Acte II : Les émotions

La solitude et le vent

La solitude et le vent

Dans un moment de solitude, il m’arrive parfois de rêver du vent. Le vent m’émeut alors que je ne peux ni le voir, ni le sentir.

La solitude a plusieurs vertus, elle n’est pas uniquement le sentiment négatif que la plupart des gens lui confèrent. En ce qui me concerne, elle a toujours nourri mes pensées, m’a toujours inspiré et, parfois même, promis un ailleurs difficile à atteindre. Sa dangerosité réside en ce qu’elle nous permet une rencontre avec nous-même alors que, bien souvent, nous essayons de nous fuir. Les confrontations du moi sont des moments désagréables à vivre.

« Le vent a l’âge de la terre si ce n’est plus, se renouvelle-t-il ? Ou est-il un processus permanent de recyclage ? Dans ce cas, nous pouvons comprendre la nostalgie… je respire l’air du XVIIIe siècle. »
Le vent me sert souvent de transporteur quand la solitude me permet l’ailleurs. Dans cet ailleurs, le vent a plusieurs couleurs et une odeur. Il change de couleur au cours de la journée et répand dans ma vie un parfum de sérénité. Il a transporté beaucoup d’émotions dans mon cœur d’enfant.

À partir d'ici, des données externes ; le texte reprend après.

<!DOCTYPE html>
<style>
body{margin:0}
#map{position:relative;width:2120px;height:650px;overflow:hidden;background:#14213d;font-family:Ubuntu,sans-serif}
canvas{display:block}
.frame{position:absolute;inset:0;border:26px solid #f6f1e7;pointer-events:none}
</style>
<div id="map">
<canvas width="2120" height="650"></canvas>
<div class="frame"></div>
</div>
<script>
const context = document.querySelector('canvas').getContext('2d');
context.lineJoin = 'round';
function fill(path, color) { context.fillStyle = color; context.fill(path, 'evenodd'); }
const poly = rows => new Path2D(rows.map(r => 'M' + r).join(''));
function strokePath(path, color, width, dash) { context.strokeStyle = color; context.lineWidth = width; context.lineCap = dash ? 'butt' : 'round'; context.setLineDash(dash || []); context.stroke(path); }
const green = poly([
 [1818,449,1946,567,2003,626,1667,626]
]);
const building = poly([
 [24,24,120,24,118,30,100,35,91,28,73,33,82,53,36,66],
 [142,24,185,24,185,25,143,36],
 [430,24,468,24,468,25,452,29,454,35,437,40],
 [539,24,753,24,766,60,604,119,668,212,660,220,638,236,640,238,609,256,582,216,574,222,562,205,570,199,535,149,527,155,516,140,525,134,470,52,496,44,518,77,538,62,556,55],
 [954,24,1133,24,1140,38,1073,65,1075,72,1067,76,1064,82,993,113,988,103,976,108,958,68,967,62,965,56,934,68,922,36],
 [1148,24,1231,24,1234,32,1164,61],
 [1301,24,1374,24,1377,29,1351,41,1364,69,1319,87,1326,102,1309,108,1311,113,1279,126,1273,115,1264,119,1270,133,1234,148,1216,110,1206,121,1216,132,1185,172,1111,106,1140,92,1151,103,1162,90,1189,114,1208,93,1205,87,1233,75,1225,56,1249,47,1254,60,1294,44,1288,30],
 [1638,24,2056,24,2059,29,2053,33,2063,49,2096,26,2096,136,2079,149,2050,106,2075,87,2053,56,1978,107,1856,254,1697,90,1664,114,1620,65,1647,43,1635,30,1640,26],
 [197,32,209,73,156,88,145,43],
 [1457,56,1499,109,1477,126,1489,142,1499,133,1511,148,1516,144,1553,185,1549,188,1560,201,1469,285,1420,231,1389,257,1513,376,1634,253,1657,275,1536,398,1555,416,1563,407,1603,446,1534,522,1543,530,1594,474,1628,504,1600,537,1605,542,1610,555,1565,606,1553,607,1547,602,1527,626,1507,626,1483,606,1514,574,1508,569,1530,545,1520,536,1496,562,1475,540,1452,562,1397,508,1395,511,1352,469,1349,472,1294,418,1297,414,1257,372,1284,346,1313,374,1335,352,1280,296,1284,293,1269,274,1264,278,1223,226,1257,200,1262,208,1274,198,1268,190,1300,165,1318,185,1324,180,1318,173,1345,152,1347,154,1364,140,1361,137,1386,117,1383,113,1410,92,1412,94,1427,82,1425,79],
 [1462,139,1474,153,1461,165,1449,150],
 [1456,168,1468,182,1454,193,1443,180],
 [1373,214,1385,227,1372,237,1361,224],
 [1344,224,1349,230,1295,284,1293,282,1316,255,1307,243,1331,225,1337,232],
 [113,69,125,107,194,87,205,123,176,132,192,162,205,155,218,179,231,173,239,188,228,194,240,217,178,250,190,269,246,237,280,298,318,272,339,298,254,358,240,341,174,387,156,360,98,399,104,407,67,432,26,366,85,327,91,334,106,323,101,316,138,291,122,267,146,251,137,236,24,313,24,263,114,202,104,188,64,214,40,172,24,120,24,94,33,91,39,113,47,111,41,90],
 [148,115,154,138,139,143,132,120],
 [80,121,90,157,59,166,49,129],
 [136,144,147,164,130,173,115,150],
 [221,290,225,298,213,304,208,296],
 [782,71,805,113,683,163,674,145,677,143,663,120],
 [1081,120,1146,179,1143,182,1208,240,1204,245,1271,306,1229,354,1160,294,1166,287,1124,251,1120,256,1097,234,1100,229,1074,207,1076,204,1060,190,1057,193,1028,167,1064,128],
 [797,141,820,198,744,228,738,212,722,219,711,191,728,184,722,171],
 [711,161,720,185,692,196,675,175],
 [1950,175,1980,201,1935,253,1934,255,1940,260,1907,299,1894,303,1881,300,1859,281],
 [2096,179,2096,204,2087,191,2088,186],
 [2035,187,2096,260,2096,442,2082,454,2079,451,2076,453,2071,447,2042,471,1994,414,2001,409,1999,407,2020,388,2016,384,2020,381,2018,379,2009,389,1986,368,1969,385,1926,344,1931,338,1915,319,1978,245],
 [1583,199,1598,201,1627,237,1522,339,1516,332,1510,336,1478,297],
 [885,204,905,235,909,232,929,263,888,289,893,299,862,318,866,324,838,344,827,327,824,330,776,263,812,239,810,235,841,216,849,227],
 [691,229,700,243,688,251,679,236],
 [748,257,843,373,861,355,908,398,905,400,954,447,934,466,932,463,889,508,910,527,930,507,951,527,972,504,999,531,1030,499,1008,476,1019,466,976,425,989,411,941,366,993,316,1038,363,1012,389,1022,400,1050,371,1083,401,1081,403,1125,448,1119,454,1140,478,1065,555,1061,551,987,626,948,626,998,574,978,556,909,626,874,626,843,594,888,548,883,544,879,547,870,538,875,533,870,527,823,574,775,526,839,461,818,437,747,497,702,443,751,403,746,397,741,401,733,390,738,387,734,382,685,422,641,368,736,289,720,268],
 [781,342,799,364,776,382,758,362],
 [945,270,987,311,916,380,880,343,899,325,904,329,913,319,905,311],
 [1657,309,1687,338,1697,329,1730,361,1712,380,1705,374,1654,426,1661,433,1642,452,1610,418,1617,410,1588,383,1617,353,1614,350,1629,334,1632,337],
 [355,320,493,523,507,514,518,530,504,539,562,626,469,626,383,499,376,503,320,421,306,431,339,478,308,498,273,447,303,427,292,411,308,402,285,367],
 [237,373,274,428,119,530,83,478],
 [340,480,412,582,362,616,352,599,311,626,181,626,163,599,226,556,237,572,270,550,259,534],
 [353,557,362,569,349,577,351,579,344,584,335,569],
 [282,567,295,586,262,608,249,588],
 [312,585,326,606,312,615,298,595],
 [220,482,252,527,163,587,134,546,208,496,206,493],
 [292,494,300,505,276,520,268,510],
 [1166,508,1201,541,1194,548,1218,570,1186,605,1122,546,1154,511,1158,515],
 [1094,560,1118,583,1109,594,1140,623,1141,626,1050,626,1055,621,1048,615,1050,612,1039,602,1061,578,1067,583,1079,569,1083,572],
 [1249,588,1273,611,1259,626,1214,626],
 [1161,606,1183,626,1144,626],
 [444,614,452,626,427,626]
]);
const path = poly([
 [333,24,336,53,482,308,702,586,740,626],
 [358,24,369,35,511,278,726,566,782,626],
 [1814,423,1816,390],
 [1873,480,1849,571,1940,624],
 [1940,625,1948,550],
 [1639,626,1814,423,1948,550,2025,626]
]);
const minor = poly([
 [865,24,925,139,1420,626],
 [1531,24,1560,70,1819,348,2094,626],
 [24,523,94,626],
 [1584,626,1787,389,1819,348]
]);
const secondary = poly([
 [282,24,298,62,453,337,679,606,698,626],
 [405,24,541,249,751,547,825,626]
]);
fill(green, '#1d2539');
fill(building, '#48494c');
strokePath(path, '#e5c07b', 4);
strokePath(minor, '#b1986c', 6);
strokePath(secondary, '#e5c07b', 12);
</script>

« Parler du vent c’est évoquer la notion du coup de foudre… dans chaque coup de foudre, le vent a toujours joué un rôle. »
C’est dans la solitude que nos mauvaises pensées se manifestent, moi, j’ai le vent comme ange gardien. C’est le vent qui vole mes souvenirs et c’est lui qui les fait voyager. Il arrive parfois qu’il me console d’une tristesse en déviant mes larmes. C’est encore lui, le vent, qui vient me réconforter dans ma solitude en m’offrant quelques caresses de sa main invisible.

« Souvent il me prend l’envie de dire que j’aimerais fuir comme le vent, aller ailleurs et partout à la fois. »

Je ne suis plus un secret pour le vent – c’est sûr que le vent connaît mon histoire – ce que je suis, ce que je vis, ce que je pense et ce à quoi j’aspire. Il est devenu mon confident et mon messager, je lui souffle quelquefois de rares secrets qu’il n’a su percer.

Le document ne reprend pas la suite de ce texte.